Plastics industry members consider medical products, such as devices and disposables, as recession-proof, since people will always need medical care. While this may be wishful thinking, Ernst & Young's Pulse of the Industry: Medical Technology report for 2009 isn't so optimistic. The overhaul of the U.S. healthcare system brought uncertainty to the industry, and Congress is even considering a "device tax" to help pay the tab for this new legislation.
"The industry's financial performance.has largely held steady," the report noted. "The revenues of publicly traded medtech companies in the U.S. and Europe grew 11 percent to $289 billion." However, the report acknowledged what any company in this sector already knows: "The recession does appear to have taken a toll in the first half of 2009, when revenues remained essentially flat (a decline of less than 1 percent) compared to the same period in 2008."
But the industry generally supports the reform. "While we remain concerned about the effects of the medical technology tax, we applaud expanded insurance coverage for millions of American families and the significant progress in a number of important areas.No industry is better positioned to lead in job creation and trade than the medical technology and diagnostics industry," said Stephen J. Ubl, president and CEO of the Advanced Medical Technology Association (AdvaMed), in a March 21 statement released after the U.S. House of Representatives voted on the passage of healthcare reform legislation.
Appliances tend to follow residential construction trends, and since that sector has been in the doldrums for more than 18 months, so, too, has the appliance industry. However, most of the major appliance manufacturers haven't stopped creating new features and colors to tempt consumers. While sales aren't red-hot, global demand for major household appliances is forecast to rise 2.8 percent annually through 2013, approaching 500 million units, according to a market study from the Freedonia Group, a Cleveland-based market research firm. However, much of that won't be from the U.S. market, but market penetration in developing countries. In developed regions, sales will depend primarily on steady replacement demand, new home building, and the development of new features which prompt upgrading.
In the United States, the recent "Cash for Appliances" program provided a boost for manufacturers and encouraged consumers to replace their older, less energy-efficient appliances with new Energy Star appliances. While the government-sponsored program pumped up sales for the first two quarters of this year, appliance makers expect that when the incentive ceases, sales will likely fall to pre-program levels.
Factory unit shipments increased in March in most of the appliance categories tracked by the Association of Home Appliance Manufacturers.
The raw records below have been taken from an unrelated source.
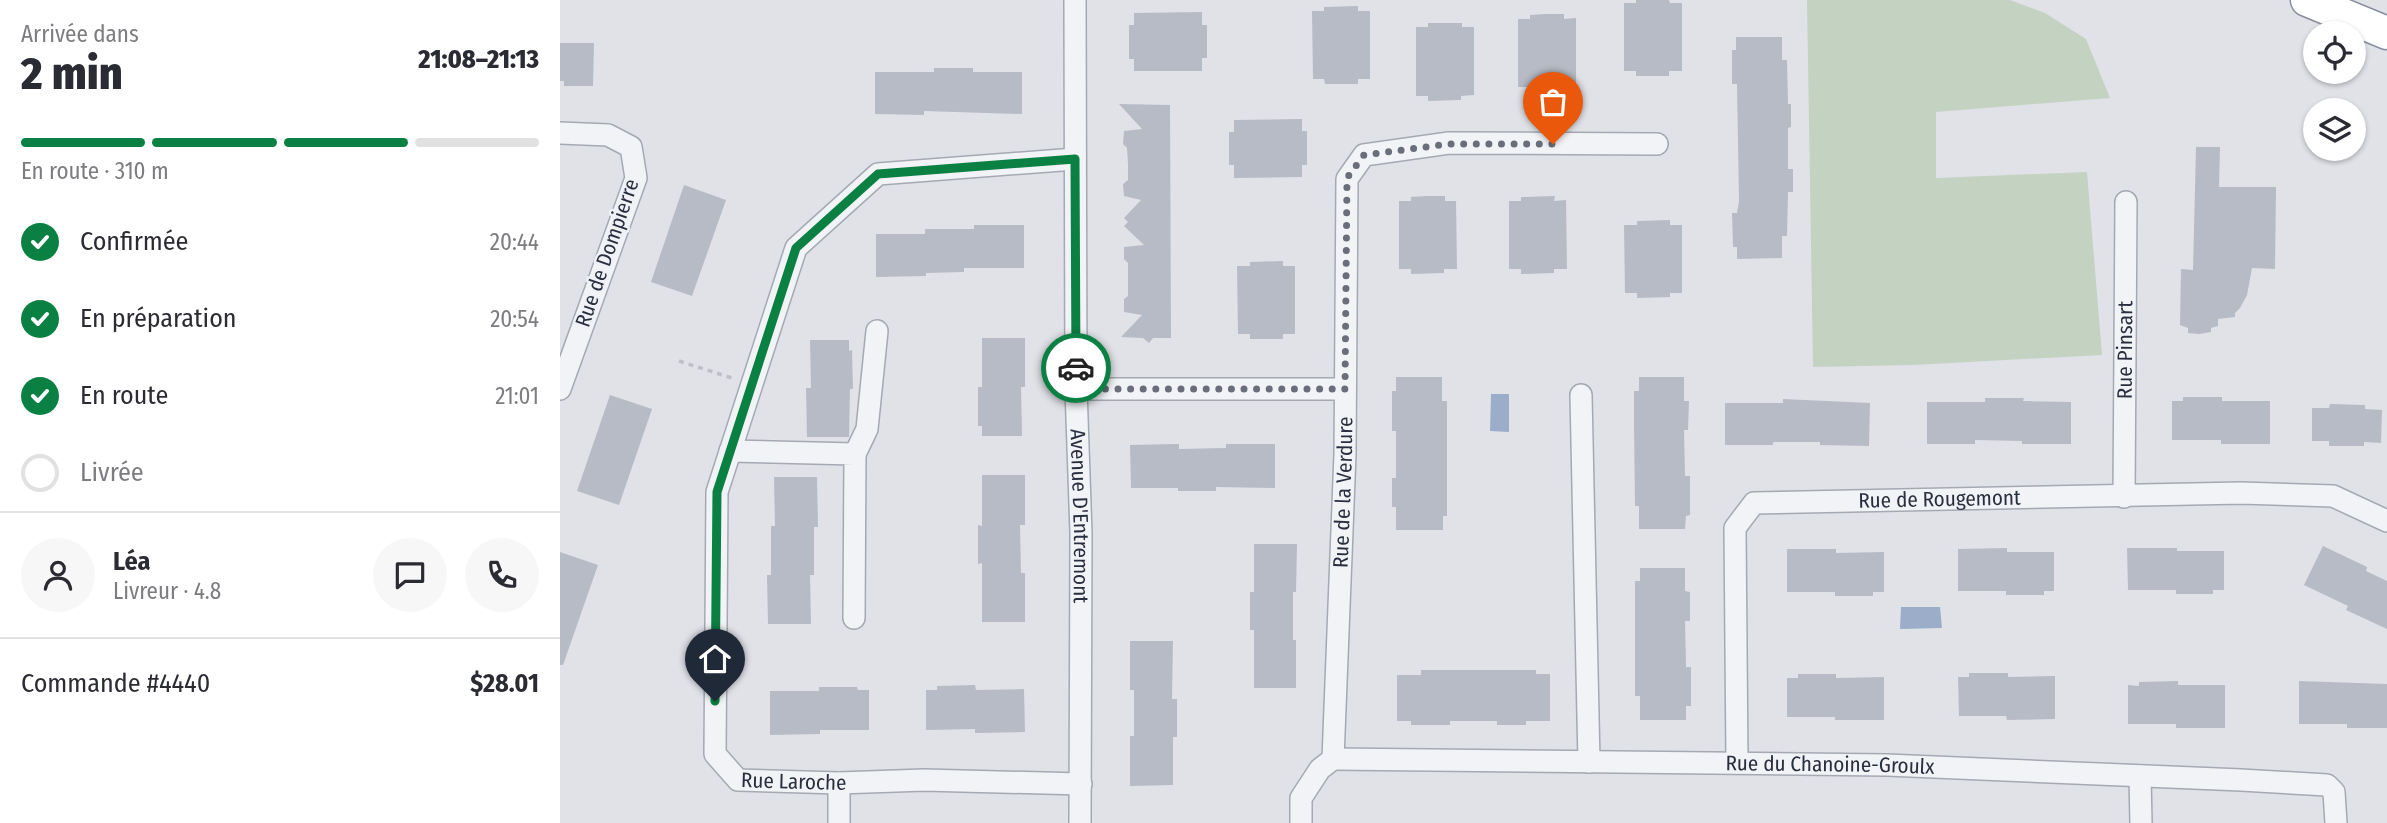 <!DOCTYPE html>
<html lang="fr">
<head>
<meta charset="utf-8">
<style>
	:root { --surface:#fff; --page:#f7f7f7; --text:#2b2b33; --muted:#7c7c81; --line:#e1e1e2; --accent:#0b8043 }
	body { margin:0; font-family:"Fira Sans Condensed",sans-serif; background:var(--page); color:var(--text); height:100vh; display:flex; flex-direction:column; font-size:26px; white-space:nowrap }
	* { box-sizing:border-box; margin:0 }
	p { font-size:23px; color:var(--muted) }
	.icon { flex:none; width:38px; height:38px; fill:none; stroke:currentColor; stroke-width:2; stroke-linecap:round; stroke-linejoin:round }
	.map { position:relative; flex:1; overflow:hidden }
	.panel { display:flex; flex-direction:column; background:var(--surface); width:560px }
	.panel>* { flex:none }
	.controls { position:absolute; left:1743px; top:21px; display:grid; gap:14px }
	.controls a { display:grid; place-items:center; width:63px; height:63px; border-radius:50%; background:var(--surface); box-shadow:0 2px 5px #0004; font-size:35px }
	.pin { position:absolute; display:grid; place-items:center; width:60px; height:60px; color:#fff; margin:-72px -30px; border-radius:50% 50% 50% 0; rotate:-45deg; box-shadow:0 0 7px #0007 }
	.pin .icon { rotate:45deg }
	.courier { position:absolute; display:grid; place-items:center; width:70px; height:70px; margin:-35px; border:5px solid #0b8043; border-radius:50%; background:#fff; color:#222; box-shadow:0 2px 9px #0007 }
	.head em { font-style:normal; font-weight:800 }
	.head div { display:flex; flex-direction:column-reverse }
	.head { display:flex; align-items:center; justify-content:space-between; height:119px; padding:0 21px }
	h1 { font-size:46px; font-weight:800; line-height:52px }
	.bar { display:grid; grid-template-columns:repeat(4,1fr); gap:10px 7px; align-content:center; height:84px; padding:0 21px }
	.bar i { height:9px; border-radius:5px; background:var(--line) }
	.bar .active { background:var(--accent) }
	.bar p { grid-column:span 4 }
	.line { display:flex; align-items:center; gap:18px; padding:0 21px; border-top:2px solid var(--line) }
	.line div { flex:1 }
	.round { display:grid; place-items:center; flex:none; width:74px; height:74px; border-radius:37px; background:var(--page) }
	ol { padding:0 21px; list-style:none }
	li { display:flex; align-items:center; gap:21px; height:77px }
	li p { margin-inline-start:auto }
	li .icon { padding:7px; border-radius:50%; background:var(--accent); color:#fff; stroke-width:4 }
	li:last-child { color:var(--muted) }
	li i { width:38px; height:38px; border:4px solid var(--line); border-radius:50% }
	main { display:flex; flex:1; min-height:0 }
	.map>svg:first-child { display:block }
	.green { fill:#c4d2c1 }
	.water { fill:#9badc8 }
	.building { fill:#b7bbc5 }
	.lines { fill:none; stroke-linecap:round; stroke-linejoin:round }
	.minor-casing { stroke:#a5a9b2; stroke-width:24 }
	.highway-casing { stroke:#878e9f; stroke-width:35 }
	.path { stroke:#bec0c7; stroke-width:3.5; stroke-dasharray:5 5; stroke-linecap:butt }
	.minor { stroke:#f2f3f7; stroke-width:21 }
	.highway { stroke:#fff; stroke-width:32 }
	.done { stroke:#696e7a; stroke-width:7; stroke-dasharray:0 12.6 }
	.route { stroke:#0b8043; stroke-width:9 }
	.labels { text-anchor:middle; stroke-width:5; stroke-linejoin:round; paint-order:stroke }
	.street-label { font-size:21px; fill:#292f3f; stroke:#eff1f6 }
</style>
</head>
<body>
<main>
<section class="panel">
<div class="head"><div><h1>2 min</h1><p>Arrivée dans</p></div><em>21:08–21:13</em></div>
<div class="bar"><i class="active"></i><i class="active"></i><i class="active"></i><i></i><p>En route · 310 m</p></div>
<ol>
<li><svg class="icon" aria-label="check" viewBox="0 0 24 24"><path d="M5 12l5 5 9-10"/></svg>Confirmée<p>20:44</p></li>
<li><svg class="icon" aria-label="check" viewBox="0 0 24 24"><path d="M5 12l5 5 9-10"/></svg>En préparation<p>20:54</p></li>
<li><svg class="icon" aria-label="check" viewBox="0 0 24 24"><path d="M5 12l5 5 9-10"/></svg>En route<p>21:01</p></li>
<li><i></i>Livrée</li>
</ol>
<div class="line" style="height:126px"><a class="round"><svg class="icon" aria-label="person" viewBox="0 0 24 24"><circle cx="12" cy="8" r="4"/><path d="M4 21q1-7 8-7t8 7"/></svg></a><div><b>Léa</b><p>Livreur · 4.8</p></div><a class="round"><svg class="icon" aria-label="chat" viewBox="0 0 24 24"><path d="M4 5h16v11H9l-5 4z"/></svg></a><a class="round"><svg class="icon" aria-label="phone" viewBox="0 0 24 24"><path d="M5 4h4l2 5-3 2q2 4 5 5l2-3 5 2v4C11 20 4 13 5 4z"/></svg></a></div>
<div class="line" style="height:91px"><div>Commande #4440</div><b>$28.01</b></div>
</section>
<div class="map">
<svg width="1827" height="823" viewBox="0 0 1827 823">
	<rect width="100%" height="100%" fill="#e0e2e8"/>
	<polygon class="green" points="1247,0 1450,0 1485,13 1526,39 1550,98 1376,112 1376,178 1527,172 1542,355 1353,365 1253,367"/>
	<g class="water">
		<polygon points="931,394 949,394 949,432 930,431"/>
		<polygon points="1341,607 1380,607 1382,628 1340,629"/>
	</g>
	<g class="building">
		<polygon points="1076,0 1109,0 1110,3 1122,3 1122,71 1109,71 1109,76 1076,76 1076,71 1064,71 1064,3 1076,3"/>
		<polygon points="798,6 798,11 810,11 810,79 798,79 798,84 765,84 764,79 753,79 752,11 764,11 764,7"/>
		<polygon points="642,12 642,25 647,25 647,58 642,58 642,71 574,71 574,59 569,59 569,25 574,25 574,13"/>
		<polygon points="986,14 1004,14 1004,19 1016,18 1016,87 1004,87 1004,91 970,92 970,87 958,87 958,19 970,19 970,15"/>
		<polygon points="868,23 902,23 902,27 914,27 914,95 901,96 901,100 868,101 868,96 856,96 856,27 868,27"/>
		<polygon points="1176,37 1222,37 1222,60 1227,60 1228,104 1231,104 1231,127 1228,128 1228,169 1233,169 1233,192 1228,192 1227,236 1222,236 1222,258 1177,259 1177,247 1173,247 1172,213 1177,213 1179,201 1177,84 1172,84 1172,50 1176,50"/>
		<polygon points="0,43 34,43 33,86 4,86 4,81 0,81"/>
		<polygon points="374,68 413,68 413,72 462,72 462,114 364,111 364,115 315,114 315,72 374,72"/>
		<polygon points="559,104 610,105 611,338 593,338 589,343 583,338 561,337 582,315 564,312 564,299 568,296 568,263 564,259 564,247 584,245 564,226 568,222 564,218 581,200 564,196 563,184 568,180 568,164 567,148 563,144 564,131 582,129"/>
		<polygon points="742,119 742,131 747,131 747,165 742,165 742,177 674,178 674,165 669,165 669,132 674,132 674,120"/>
		<polygon points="1636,147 1660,147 1659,187 1716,187 1715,269 1692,268 1687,295 1680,308 1675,313 1675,317 1658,319 1658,326 1651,328 1651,332 1639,334 1628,333 1628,328 1620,325 1621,269 1633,270"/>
		<polygon points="124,185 166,200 132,296 91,282"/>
		<polygon points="867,196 885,196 885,201 896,201 897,269 884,269 884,273 851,274 851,269 839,269 839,201 851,201 851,197"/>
		<polygon points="995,196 994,201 1006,200 1007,269 994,269 994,273 961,274 961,269 949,269 949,201 961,201 961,197"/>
		<polygon points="1110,220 1110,225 1122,225 1122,293 1110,293 1110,297 1077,298 1077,293 1065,293 1064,225 1077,225 1077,221"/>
		<polygon points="414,225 464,225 464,268 404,268 404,272 366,273 366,276 316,277 316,234 365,234 365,229 414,229"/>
		<polygon points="723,261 723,266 735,266 735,334 723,334 723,339 690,339 690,334 678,334 677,266 690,266 690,262"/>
		<polygon points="422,338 465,338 465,387 461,387 462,436 422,436 422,426 418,426 418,387 422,387"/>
		<polygon points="250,340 289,340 289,351 292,350 293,389 290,389 289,437 247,437 246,388 251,388"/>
		<polygon points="836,377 882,377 882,401 887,401 887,516 883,516 883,530 836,530 836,507 832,507 832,478 836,478 836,431 832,431 832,391 836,391"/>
		<polygon points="1079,377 1124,377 1124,401 1129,401 1128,430 1124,430 1125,476 1130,476 1130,515 1126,516 1125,529 1079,529 1079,506 1075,506 1074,423 1074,391 1079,391"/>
		<polygon points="50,395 92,409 59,505 17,491"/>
		<polygon points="1623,397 1662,397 1662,401 1710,401 1710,444 1661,444 1661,440 1612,440 1612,401 1623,401"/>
		<polygon points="1425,398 1464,398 1463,401 1511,402 1511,444 1462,444 1462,441 1415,440 1415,444 1367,444 1367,402 1425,402"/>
		<polygon points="1223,399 1310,403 1309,446 1260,445 1260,442 1213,442 1213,445 1165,445 1165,403 1223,403"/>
		<polygon points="1770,404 1805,405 1805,409 1822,410 1821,443 1804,442 1804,446 1769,446 1769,441 1752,441 1752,408 1769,408"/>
		<polygon points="619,444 619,449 666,448 666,444 715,444 715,488 656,487 656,491 618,491 618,488 571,488 570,445"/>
		<polygon points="422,475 465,475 465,525 460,525 461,573 465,573 465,622 422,622 422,563 418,564 418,525 422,526"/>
		<polygon points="214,477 257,477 258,527 254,527 254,575 250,575 251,624 208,624 207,575 211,575 211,526 215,526"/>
		<polygon points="694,544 737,544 736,592 733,592 733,640 736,640 736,688 694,688 694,630 690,630 690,592 694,592"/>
		<polygon points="1763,546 1807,567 1806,571 1827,581 1827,629 1786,610 1788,606 1744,585"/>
		<polygon points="1447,548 1447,552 1494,552 1494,591 1484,591 1484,595 1446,595 1446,591 1398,591 1398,549"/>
		<polygon points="1567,548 1617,548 1617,551 1664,551 1664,590 1653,590 1653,594 1616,594 1616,590 1568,590"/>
		<polygon points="1227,549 1276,549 1276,553 1324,552 1324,592 1313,592 1313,596 1275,596 1275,592 1227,592"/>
		<polygon points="0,552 38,565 3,665 0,665"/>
		<polygon points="1080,568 1125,568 1125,591 1130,592 1130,621 1125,621 1126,667 1131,667 1131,706 1126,706 1126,720 1080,720 1080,696 1075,696 1075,581 1080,581"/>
		<polygon points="570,641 613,641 612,699 617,699 617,737 613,737 613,785 570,786 570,736 574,736 574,690 570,690"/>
		<polygon points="861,670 976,670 976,674 990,674 990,721 966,721 966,725 937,725 937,721 890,721 890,725 851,725 851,721 837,721 837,675 861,675"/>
		<polygon points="1409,673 1448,673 1448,677 1495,676 1495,719 1447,720 1446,716 1399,716 1398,677 1409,677"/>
		<polygon points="1238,674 1276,674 1276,678 1324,677 1324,720 1275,720 1275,717 1227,717 1227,678 1238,678"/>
		<polygon points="1618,681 1618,685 1665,685 1665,728 1616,728 1616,724 1568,724 1568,685 1579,686 1579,682"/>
		<polygon points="1739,681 1827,684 1827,728 1787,728 1787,724 1739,724"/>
		<polygon points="415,685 416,690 464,689 465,732 415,733 415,729 366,730 366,690 377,690 377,686"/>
		<polygon points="259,687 297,687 298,690 309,690 309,730 260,730 260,734 210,735 210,691 259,691"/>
	</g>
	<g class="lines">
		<defs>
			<g id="minor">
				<path id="s1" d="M515,0L516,389L521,533L520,823"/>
				<polyline points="0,133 48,135 71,147 76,178 0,389"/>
				<path id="s2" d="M515,159L318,174L236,248L157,492L155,754L178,780L279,783L364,780L521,784"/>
				<polyline points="516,389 785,389"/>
				<polyline points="1021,395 1029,762"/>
				<polyline points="170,451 295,454 294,618"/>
				<polyline points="295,454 307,429 317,331"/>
				<path id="s3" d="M1564,497L1566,202"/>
				<path id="s4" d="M773,759L1327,765L1681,780L1767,785L1774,792L1776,823"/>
				<path id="s5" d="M1177,763L1175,528L1194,503L1681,493L1773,496L1827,521"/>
				<polyline points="1580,776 1581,823"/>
				<polyline points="279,823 279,783"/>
				<path id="s6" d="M741,823V798L760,769L773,759L785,454L787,179L804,155L889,143L1097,144"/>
			</g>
			<polyline id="highway" points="1747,0 1827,33"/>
		</defs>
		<use href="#minor" class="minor-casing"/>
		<use href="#highway" class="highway-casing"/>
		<polyline class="path" points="119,361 172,378"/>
		<use href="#minor" class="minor"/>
		<use href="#highway" class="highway"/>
	</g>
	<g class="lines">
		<polyline class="done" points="516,368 516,389 785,389 787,178 804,155 889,144 993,144"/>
		<polyline class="route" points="155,701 157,492 236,248 318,174 515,159 516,368"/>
	</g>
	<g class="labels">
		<g class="street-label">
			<text transform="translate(47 253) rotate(-71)" y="7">Rue de Dompierre</text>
			<text dy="7" stroke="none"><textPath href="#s3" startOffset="147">Rue Pinsart</textPath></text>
			<text dy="7" stroke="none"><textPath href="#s6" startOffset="343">Rue de la Verdure</textPath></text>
			<text dy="7" stroke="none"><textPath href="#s5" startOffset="452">Rue de Rougemont</textPath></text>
			<text dy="7" stroke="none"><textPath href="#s1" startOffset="516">Avenue D'Entremont</textPath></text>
			<text dy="7" stroke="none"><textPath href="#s4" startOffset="497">Rue du Chanoine-Groulx</textPath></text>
			<text dy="7" stroke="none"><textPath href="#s2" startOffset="917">Rue Laroche</textPath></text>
		</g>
	</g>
</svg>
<div class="controls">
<a><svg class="icon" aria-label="locate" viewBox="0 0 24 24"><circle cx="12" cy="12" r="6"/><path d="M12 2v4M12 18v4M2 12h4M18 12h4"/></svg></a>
<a><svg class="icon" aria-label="layers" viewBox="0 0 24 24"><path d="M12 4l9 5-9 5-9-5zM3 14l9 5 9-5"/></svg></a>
</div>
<div class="pin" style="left:993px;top:144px;background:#ea580c"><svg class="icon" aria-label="bag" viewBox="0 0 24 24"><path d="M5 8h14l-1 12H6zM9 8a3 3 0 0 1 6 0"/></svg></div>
<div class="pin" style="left:155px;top:701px;background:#1f2937"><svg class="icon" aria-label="home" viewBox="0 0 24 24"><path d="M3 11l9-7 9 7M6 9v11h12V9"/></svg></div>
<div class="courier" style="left:516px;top:368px"><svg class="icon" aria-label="car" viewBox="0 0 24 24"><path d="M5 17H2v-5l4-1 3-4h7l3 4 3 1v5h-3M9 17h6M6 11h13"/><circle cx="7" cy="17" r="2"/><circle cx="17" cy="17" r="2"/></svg></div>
</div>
</main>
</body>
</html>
Shipments in the AHAM 6 category of appliances - which consists of washers, dryers, refrigerators, freezers, ranges, and ovens - were up 9.3 percent in March 2010 with more than four million units shipped, compared to 3.675 million units shipped in March 2009. Year-to-date shipments of appliances in the AHAM 6 category were up 5.5 percent from the nearly 8.6 million appliances shipped in the same time period in 2009.
According to the Freedonia Group, there are approximately 50 or so major players in the appliance industry, with the top seven - Whirlpool, Electrolux, Haier, BSH Bosch and Siemens, Panasonic, LG Electronics, and General Electric - holding the lion's share of the market. That group accounted for 57 percent of the global market share in value terms in 2008, the year the report was released. These top companies manufacture multiple appliance lines, giving them an overall competitive edge.
Whirlpool dominates appliances with a 36 percent market share, and its Amana and Maytag subsidiaries take another 12 percent of the market. Whirlpool's first quarter 2010 sales in North America were $2.3 billion, up 7 percent from the same period in 2009, and supported by the $300 million government rebate program to stimulate consumer spending. "We are pleased with the strong operational performance in all of our regions," says Jeff M. Fettig, chairman and CEO of Whirlpool Corp. "We're encouraged with the 18 percent increase in our global unit volumes during the quarter."
In North America, Whirlpool launched a new Vantage brand laundry pair, a side-by-side refrigerator, and a tall-tub dishwasher that holds up to 12 place settings. Its KitchenAid brand introduced a new French door refrigerator.
It's good to supply plastic parts to the appliance industry, according to one molder. Jack Shedd, vice president of sales and marketing for custom molder and contract manufacturer Hoffer Plastics in South Elgin, Illinois, who spoke at the American Mold Builders Association annual convention this year. The appliance industry is one of Hoffer's major markets, and Shedd has worked for years with appliances.
The appliance industry tends to have high volumes, providing opportunities for plastics processors, Shedd says. A Whirlpool factory in Clyde, Ohio makes 22,000 top-load washers a day, and "they make these in the United States because they can't make it in Mexico and ship it back into the [United States] cost effectively," Shedd says. Whirlpool has 25 North American assembly locations and uses lots of plastics.
The appliance market typically has a three year "refresh" cycle in which it uses the same platforms with new features, Shedd says. This drives consumers to purchase new appliances even if their older ones are still in good condition.